= Walter Abendroth =

German composer

Walter Fedor Georg Abendroth (29 May 1896 in Hanover – 30 September 1973 in Fischbachau) was a German composer, editor, and writer on music.

==Life==
Walter Abendroth was born in the Lower Saxon city of Hanover. The middle child of a land surveyor, he grew up with a younger brother and an older sister in Hanover and, from 1907, in Berlin.
He encountered the teachings of Rudolf Steiner as a schoolchild.
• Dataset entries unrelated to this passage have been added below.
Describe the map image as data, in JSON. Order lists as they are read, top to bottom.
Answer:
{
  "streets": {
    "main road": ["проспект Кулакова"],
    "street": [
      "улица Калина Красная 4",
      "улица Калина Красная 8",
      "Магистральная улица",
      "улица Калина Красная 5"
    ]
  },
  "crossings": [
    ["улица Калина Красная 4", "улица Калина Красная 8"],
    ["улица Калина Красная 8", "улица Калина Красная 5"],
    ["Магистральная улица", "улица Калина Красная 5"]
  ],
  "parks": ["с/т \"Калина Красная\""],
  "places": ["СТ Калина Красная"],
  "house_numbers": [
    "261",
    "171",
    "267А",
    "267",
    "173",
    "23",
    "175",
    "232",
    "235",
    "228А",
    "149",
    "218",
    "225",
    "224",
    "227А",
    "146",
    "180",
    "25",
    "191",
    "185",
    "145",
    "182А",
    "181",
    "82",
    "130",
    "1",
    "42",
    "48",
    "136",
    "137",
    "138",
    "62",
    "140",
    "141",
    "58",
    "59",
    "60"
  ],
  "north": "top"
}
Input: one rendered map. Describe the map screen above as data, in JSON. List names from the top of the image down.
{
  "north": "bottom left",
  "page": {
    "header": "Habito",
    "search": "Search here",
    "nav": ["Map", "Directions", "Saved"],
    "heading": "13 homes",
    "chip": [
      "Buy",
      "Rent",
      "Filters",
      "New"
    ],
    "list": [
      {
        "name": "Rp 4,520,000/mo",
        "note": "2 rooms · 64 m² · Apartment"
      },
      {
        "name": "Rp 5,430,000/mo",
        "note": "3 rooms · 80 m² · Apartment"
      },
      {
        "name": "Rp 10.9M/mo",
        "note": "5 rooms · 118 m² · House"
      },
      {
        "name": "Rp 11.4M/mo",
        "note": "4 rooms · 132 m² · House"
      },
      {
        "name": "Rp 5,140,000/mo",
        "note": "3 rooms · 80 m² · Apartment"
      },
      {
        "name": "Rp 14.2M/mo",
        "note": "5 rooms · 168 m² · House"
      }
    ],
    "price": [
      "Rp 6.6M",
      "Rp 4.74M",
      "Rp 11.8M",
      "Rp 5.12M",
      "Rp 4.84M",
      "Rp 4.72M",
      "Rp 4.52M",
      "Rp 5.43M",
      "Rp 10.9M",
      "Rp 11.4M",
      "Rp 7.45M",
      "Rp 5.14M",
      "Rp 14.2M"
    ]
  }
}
From that moment on, Anthroposophy, a movement for which he would remain active in many contexts, became a constant companion in his life. From 1914 he studied Painting and Music in Munich; 1916 he was drafted into the military.

After 1918, his "Wanderjahre" took him to Göttingen, where he married in 1920, Jena, Hamburg, Cologne and finally back to Berlin in 1930. Following primarily private musical studies, he became a freelance composer and music critic. Between 1930 and 1934 he took over editing the Allgemeine Musikzeitung, combining this activity with contributions to the Berliner Lokal-Anzeiger.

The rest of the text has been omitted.